Re: [OMPI users] openmpi shared memory feature

Ralph Castain Mon, 29 Oct 2012 11:01:18 -0400

On Oct 29, 2012, at 7:33 AM, Mahmood Naderan <nt_mahm...@yahoo.com> wrote:


> Thanks again for your answer. The reason why I had negative view to the 
> shared memory feature was that we were debugging the system (our program, 
> openmpi, cluster settings, ...) for nearly a week. To avoid any confusion, I 
> will use "node". Here we have:
> 1- Node 'A' which has some pysical disks 32GB of memory
> 2- Node 'B' which has 64GB of memory but has no disks.

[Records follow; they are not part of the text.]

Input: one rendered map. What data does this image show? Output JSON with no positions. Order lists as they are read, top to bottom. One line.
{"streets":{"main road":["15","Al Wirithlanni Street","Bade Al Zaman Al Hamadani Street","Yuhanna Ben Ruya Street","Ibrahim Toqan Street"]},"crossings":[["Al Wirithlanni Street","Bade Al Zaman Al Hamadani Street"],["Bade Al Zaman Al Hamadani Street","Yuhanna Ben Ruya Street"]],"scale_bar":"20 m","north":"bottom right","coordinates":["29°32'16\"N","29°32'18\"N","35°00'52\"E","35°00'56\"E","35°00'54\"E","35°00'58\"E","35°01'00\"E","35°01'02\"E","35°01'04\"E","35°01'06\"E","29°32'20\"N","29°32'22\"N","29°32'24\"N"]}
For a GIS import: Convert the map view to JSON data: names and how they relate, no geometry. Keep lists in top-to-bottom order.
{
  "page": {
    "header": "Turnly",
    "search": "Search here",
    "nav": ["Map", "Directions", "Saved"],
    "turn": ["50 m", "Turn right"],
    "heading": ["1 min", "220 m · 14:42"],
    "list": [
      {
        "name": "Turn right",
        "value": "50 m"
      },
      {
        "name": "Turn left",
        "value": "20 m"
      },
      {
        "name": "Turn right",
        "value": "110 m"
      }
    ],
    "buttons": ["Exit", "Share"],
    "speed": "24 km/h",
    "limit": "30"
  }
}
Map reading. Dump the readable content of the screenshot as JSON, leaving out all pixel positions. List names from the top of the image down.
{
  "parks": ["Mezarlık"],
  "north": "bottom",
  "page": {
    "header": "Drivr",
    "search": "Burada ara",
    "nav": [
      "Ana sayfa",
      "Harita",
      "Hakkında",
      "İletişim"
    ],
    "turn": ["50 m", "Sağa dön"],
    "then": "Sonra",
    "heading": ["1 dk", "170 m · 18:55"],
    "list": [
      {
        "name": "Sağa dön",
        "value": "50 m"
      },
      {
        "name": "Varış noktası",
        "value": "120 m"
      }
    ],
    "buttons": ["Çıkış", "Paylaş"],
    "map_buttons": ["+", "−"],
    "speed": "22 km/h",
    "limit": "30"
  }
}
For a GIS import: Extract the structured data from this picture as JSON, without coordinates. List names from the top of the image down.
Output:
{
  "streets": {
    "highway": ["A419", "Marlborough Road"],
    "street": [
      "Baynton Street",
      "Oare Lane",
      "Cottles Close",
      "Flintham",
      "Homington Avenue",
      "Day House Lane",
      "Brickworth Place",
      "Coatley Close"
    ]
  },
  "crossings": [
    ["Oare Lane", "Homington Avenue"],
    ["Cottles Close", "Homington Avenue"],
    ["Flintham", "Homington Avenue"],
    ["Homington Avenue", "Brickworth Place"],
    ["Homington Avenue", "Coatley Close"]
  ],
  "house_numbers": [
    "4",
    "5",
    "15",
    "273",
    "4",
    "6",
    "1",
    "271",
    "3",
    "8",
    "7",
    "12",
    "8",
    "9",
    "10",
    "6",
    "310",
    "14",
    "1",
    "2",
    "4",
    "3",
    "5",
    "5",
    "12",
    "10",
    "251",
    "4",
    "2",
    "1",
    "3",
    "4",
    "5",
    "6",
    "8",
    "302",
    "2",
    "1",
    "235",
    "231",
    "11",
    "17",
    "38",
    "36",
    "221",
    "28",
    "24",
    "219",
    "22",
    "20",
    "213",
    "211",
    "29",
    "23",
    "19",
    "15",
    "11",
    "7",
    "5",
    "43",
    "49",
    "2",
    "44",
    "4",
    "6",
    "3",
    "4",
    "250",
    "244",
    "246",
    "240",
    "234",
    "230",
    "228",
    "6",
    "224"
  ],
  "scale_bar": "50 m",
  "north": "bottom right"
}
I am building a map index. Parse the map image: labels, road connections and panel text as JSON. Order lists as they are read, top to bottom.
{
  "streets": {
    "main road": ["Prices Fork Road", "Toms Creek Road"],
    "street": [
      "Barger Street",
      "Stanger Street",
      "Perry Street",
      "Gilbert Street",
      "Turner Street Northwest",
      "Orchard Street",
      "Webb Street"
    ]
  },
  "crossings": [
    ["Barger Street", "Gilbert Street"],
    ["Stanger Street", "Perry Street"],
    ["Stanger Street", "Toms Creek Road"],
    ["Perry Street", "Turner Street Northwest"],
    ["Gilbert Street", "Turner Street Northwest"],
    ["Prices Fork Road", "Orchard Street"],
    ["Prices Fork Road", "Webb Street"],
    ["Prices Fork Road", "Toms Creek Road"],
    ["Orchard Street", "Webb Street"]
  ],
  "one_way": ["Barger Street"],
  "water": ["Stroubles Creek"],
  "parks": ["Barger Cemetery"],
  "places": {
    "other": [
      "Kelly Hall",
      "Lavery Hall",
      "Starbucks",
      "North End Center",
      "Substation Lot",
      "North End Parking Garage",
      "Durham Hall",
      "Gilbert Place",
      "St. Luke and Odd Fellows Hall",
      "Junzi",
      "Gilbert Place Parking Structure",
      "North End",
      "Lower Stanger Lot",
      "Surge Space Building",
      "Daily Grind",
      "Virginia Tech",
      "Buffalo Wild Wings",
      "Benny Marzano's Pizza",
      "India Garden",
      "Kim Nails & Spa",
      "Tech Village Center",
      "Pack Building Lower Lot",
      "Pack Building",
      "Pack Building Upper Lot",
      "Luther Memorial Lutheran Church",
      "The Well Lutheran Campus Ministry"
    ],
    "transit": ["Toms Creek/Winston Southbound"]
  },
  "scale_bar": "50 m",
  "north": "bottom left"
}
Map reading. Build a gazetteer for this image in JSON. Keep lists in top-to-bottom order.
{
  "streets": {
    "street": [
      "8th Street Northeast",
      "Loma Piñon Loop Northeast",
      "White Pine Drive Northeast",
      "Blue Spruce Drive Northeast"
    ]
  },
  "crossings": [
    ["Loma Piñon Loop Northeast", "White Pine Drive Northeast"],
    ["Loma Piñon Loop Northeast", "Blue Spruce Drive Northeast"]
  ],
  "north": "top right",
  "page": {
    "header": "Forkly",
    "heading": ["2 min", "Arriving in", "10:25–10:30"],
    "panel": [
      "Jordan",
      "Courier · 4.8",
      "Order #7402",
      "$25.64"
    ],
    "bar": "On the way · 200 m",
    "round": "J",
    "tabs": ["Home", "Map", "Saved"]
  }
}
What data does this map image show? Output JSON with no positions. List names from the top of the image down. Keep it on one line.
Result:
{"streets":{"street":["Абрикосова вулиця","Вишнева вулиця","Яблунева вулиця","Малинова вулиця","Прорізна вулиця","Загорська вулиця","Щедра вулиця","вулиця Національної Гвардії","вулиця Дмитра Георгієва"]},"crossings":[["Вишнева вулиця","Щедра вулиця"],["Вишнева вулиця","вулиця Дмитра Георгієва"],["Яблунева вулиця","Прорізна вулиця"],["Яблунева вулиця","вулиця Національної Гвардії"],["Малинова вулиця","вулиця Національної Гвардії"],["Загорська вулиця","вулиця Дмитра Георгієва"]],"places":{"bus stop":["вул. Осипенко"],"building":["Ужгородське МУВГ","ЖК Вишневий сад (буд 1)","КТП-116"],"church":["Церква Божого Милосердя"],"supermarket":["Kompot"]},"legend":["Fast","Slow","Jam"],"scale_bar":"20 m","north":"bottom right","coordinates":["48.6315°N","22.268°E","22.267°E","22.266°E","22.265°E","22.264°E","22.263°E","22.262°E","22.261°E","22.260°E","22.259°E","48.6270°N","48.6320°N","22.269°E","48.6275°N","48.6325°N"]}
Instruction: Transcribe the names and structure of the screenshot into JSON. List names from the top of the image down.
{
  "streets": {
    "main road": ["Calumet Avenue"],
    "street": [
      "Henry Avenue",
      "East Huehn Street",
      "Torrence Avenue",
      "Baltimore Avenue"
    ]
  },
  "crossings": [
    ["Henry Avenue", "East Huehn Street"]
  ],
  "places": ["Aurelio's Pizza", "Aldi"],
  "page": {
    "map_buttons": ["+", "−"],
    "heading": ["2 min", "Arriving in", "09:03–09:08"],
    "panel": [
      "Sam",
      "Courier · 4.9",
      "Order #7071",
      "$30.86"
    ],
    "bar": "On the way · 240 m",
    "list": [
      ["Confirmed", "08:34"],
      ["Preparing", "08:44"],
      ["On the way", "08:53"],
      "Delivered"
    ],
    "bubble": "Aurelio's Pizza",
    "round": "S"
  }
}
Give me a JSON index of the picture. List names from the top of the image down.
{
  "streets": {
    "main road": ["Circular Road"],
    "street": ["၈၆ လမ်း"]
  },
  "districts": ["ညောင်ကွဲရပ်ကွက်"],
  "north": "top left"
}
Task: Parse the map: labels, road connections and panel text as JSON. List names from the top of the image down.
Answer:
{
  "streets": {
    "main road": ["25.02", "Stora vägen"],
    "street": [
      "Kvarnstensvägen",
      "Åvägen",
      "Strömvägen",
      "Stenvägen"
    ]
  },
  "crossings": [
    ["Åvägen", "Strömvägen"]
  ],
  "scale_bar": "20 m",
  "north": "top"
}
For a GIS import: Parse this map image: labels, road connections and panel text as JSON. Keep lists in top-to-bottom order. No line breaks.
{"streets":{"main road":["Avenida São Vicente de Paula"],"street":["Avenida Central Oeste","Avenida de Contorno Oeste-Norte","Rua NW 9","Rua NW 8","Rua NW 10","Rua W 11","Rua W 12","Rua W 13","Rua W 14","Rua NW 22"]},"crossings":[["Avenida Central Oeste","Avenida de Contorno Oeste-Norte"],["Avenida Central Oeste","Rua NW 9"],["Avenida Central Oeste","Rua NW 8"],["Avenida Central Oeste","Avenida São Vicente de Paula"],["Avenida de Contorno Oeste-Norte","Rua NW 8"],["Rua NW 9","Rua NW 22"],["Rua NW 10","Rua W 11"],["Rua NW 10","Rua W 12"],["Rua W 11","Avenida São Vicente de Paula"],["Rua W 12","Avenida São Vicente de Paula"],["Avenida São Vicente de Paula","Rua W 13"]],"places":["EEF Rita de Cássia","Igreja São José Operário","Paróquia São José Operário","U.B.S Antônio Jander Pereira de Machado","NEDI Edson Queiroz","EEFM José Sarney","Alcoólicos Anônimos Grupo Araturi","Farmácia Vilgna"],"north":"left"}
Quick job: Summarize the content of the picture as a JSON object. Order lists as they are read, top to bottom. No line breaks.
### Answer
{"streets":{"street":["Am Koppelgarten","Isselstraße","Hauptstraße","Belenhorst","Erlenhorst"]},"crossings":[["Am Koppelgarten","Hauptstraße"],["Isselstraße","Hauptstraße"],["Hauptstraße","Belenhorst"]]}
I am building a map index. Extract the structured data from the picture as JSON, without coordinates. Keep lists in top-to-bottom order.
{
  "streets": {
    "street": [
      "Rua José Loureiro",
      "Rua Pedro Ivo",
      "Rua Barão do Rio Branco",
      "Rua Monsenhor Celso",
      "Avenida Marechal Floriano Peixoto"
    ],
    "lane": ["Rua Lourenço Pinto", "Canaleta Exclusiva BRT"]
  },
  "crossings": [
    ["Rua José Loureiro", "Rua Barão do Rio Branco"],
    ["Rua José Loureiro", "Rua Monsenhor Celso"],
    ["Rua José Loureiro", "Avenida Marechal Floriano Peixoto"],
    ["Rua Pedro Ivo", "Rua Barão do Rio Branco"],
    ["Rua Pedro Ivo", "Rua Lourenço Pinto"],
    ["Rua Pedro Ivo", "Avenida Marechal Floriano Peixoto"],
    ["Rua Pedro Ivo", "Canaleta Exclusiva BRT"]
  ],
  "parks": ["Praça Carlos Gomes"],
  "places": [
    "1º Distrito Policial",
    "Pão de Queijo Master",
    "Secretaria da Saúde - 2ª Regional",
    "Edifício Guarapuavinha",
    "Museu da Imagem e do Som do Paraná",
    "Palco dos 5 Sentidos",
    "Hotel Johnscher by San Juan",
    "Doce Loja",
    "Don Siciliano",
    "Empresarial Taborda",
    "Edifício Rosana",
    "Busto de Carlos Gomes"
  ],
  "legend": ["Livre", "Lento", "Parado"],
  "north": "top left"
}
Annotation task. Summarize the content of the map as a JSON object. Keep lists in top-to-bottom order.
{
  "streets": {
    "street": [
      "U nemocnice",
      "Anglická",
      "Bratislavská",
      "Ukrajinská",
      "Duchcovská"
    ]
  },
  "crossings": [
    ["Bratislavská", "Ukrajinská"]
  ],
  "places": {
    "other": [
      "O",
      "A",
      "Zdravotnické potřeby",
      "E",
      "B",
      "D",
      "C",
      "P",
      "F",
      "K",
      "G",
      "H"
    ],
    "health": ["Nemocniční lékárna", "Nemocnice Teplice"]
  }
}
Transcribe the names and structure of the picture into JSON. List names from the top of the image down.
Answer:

It boots from an image 
> which resides on 'A'.
> 3- There is no tmpfs.
> 4- We installed openmpi with *default* options.
> 5- We run the command "openmpi -np 4 ...." on 'B'
> 
> 
> So 4 processes are running on 'B'. Assume P1 is trying to send sond something 
> to P2. This is my understanding (please correct if I am wrong)
> 1- P1 create a packet.
> 2- P1 send the packet to the network interface.
> 3- The packet is transfered from 'B' to 'A'.
> 4- While on 'A', the packet goes to the disk and do something.
> 5- The packet is again oon the way from 'A' to 'B'.
> 6- P2 on 'B' will get the packet.

Wow, that would make no sense at all. If P1 and P2 are on the same node, then 
we will use shared memory to do the transfer, as Jeff described. However, if 
you disable shared memory, as you indicated you were doing on a previous 
message (by adding -mca btl ^sm), then we would use a loopback device if 
available - i.e., the packet would be handed to the network stack, which would 
then return it to P2 without it ever leaving the node.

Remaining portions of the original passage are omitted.